_GIVEN ENTRIES_:
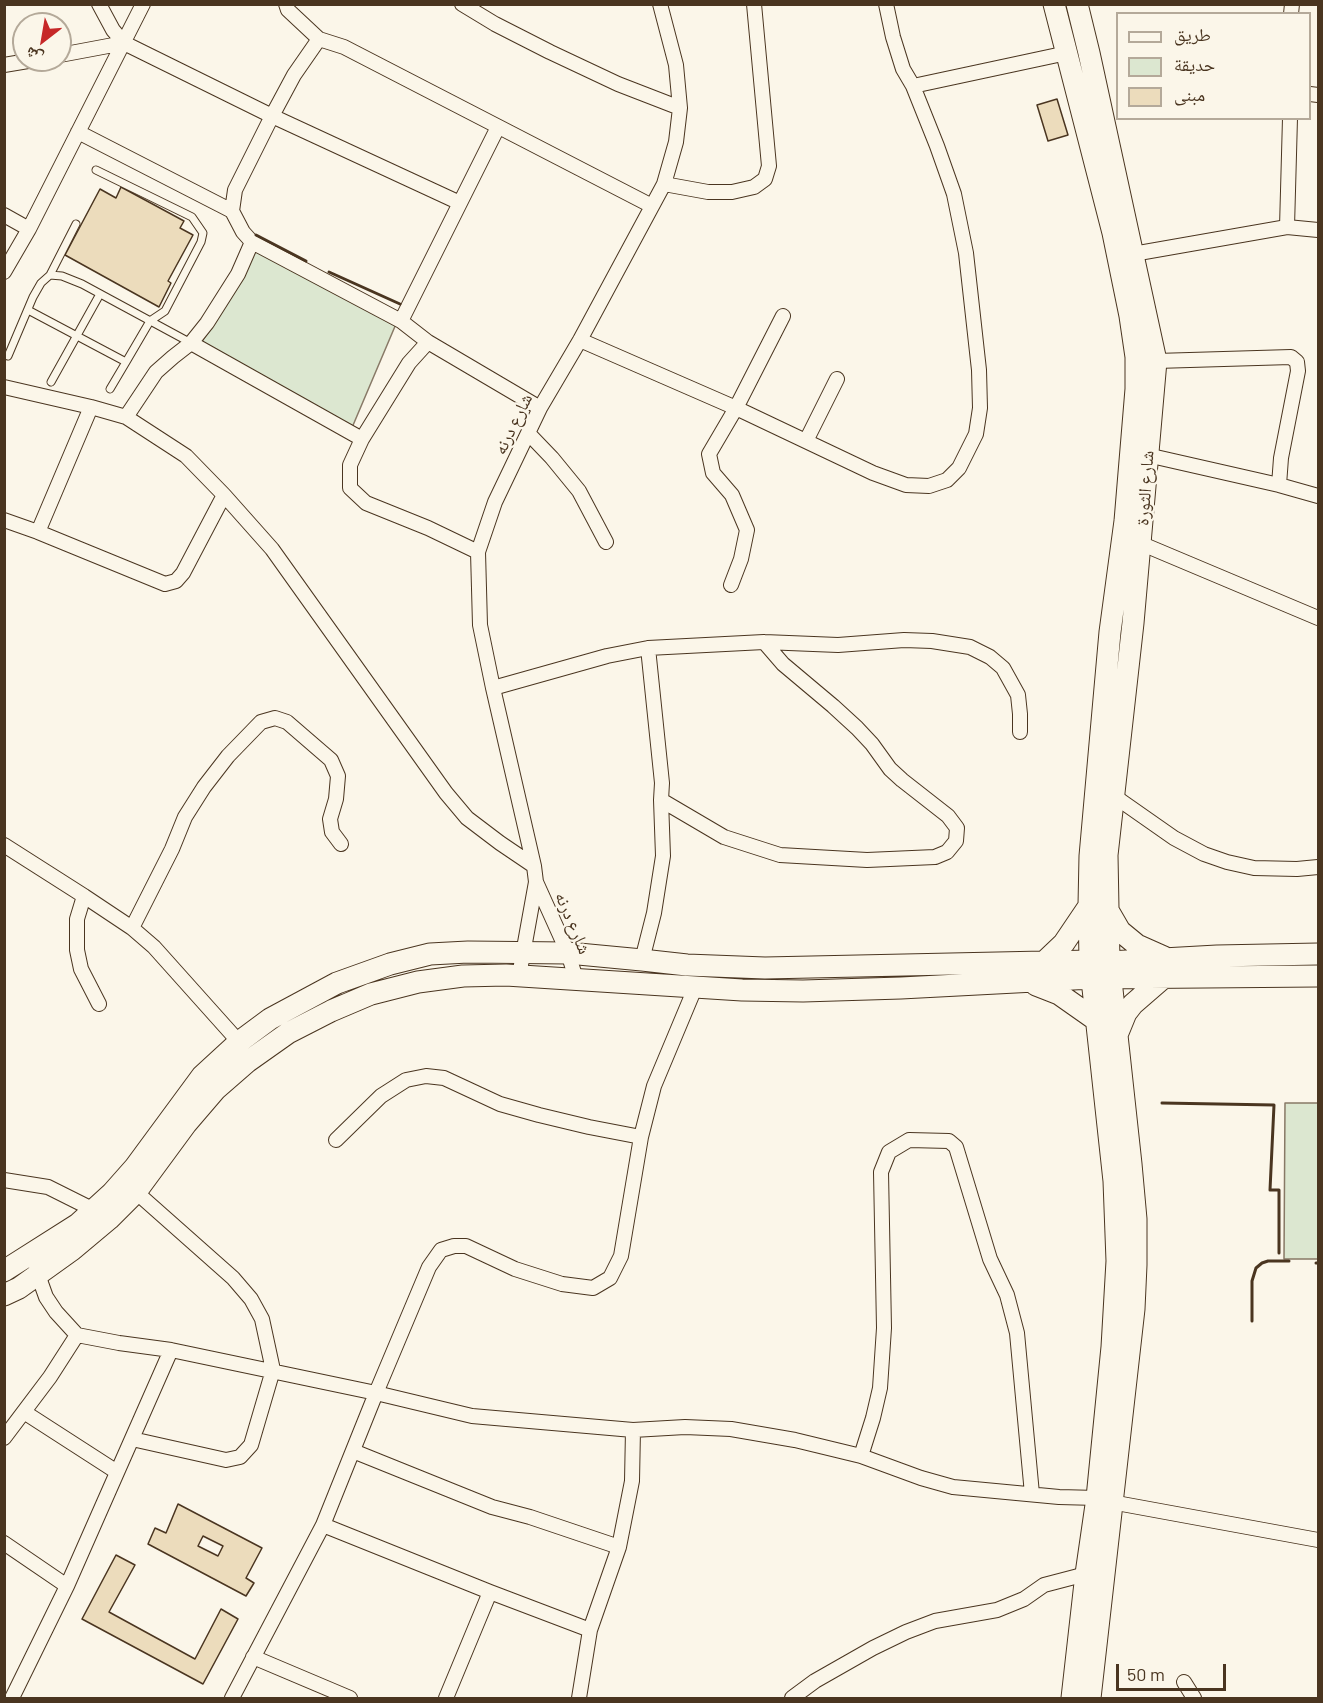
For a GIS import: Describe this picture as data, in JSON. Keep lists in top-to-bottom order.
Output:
{
  "streets": {
    "main road": ["شارع الثورة"],
    "street": ["شارع درنه"]
  },
  "legend": ["طريق", "حديقة", "مبنى"],
  "scale_bar": "50 m",
  "north": "bottom left"
}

_WORK REQUEST_:
Each entry above must be duplicated precisely; none of the pictures may be included.

_WRITTEN ANSWER_:
For a GIS import: Describe this picture as data, in JSON. Keep lists in top-to-bottom order.
Output:
{
  "streets": {
    "main road": ["شارع الثورة"],
    "street": ["شارع درنه"]
  },
  "legend": ["طريق", "حديقة", "مبنى"],
  "scale_bar": "50 m",
  "north": "bottom left"
}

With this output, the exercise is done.